Assessment & Research

Assessment and diagnosis of mental illness in persons with mental retardation. Methods and measures.

Singh et al. (1991) · Behavior modification 1991
★ The Verdict

Layer history, interviews, rating scales, observation, and mini-experiments to separate psychiatric disorders from behavior issues in clients with ID.

✓ Read this if BCBAs who assess adults or children with intellectual disability and need to decide when to refer for psychiatric care.
✗ Skip if Clinicians only running skill-acquisition programs with no referral questions.

01Research in Context

01

What this study did

Singh et al. (1991) drew a road map for telling true mental illness from everyday behavior problems in clients with intellectual disability.

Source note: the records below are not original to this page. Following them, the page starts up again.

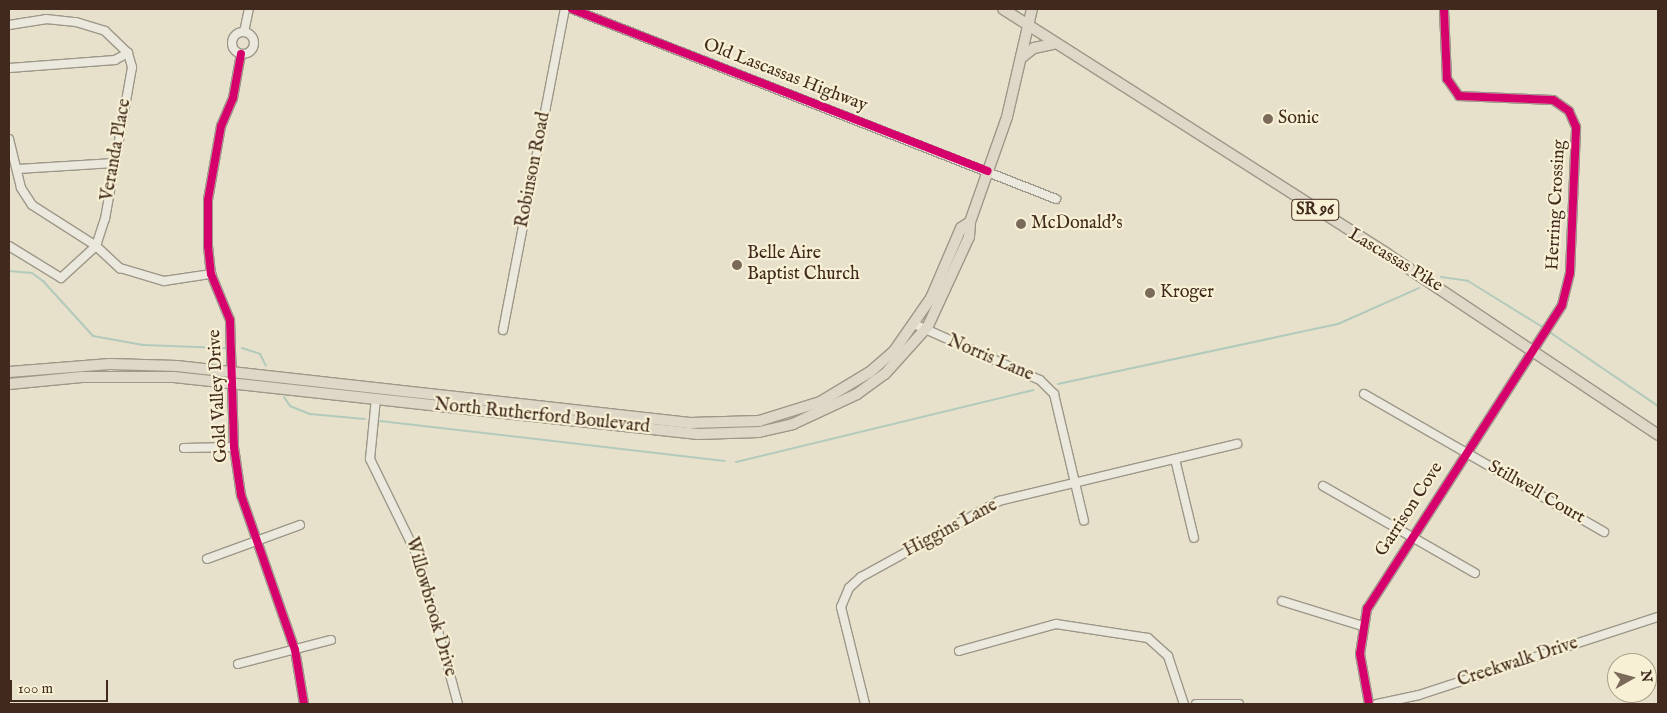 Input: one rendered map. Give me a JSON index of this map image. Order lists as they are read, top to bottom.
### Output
{
  "streets": {
    "main road": ["SR 96", "Lascassas Pike", "North Rutherford Boulevard"],
    "street": [
      "Old Lascassas Highway",
      "Veranda Place",
      "Robinson Road",
      "Herring Crossing",
      "Norris Lane",
      "Gold Valley Drive",
      "Stillwell Court",
      "Garrison Cove",
      "Higgins Lane",
      "Willowbrook Drive",
      "Creekwalk Drive"
    ]
  },
  "crossings": [
    ["Old Lascassas Highway", "North Rutherford Boulevard"],
    ["Herring Crossing", "Lascassas Pike"],
    ["Herring Crossing", "Garrison Cove"],
    ["Lascassas Pike", "North Rutherford Boulevard"],
    ["Lascassas Pike", "Garrison Cove"],
    ["Norris Lane", "North Rutherford Boulevard"],
    ["Norris Lane", "Higgins Lane"],
    ["Gold Valley Drive", "North Rutherford Boulevard"],
    ["North Rutherford Boulevard", "Willowbrook Drive"],
    ["Stillwell Court", "Garrison Cove"]
  ],
  "places": [
    "Sonic",
    "McDonald's",
    "Belle Aire Baptist Church",
    "Kroger"
  ],
  "scale_bar": "100 m",
  "north": "right"
}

They said: collect life history, interview caregivers, run rating scales, watch the client live, and do quick experiments. Only combine all five can you decide if the client needs psychiatry or just better behavior support.

02

What they found

The paper is purely theoretical. It lists no new data. Instead it argues that single tools always misclassify people with ID, so you must layer methods.

03

How this fits with other research

Later work both sharpened and challenged the 1991 plan. van Timmeren et al. (2016) used factor analysis on large clinical files and showed that dimensional symptom scores predict outcomes better than the yes/no categories N et al. assumed. In short, the field moved from "categorical diagnosis" to "dimension first."

Goodwin et al. (2012) cataloged dozens of validated scales that simply did not exist in 1991. Their review effectively updates the battery N et al. could only imagine.

Yet van Timmeren et al. (2016) systematic review warns that many new factor studies still use weak stats. So the 1991 caution remains valid: poor tools give poor answers, even when you call them "dimensional."

04

Why it matters

Keep the 1991 spirit: never trust one score. Start with a brief functional analysis, add a normed rating scale, and record direct observation. Then check if newer dimensional tools like those in van Timmeren et al. (2016) fit your client. This hybrid guards both against over-diagnosing depression and under-diagnosing real mood disorders in people with ID.

Free CEUs

Want CEUs on This Topic?

The ABA Clubhouse has 60+ free CEUs — live every Wednesday. Ethics, supervision & clinical topics.

Join Free →
→ Action — try this Monday

Pick one client with puzzling behavior, add a second data source you do not usually use (e.g., direct observation if you already have a rating scale), and see if the picture changes.

02At a glance

Intervention
not applicable
Design
theoretical
Population
intellectual disability
Finding
not reported

03Original abstract

The assessment and diagnosis of psychiatric disorders in individuals with mental retardation has been a neglected area of research. However, current research indicates that these individuals suffer from the same range of psychiatric disorders that is evident in those who are not mentally retarded. A model of assessment and diagnosis of mental illness in this population is presented that incorporates psychiatric as well as behavioral methods. The emphasis is on the comprehensive assessment of an individual's behavior, based on family history, self and informant clinical interviews, rating scales, direct observations, and an experimental analysis of the target behaviors. The model provides the basis for making differential diagnoses in terms of related psychiatric disorders and between psychiatric disorders and behavior problems. Depression and schizophrenia are used as illustrative disorders to describe the application of this model. Given the paucity of literature on the assessment and diagnosis of mental illness in individuals with mental retardation, a number of suggestions are made regarding future research and refinement of the model.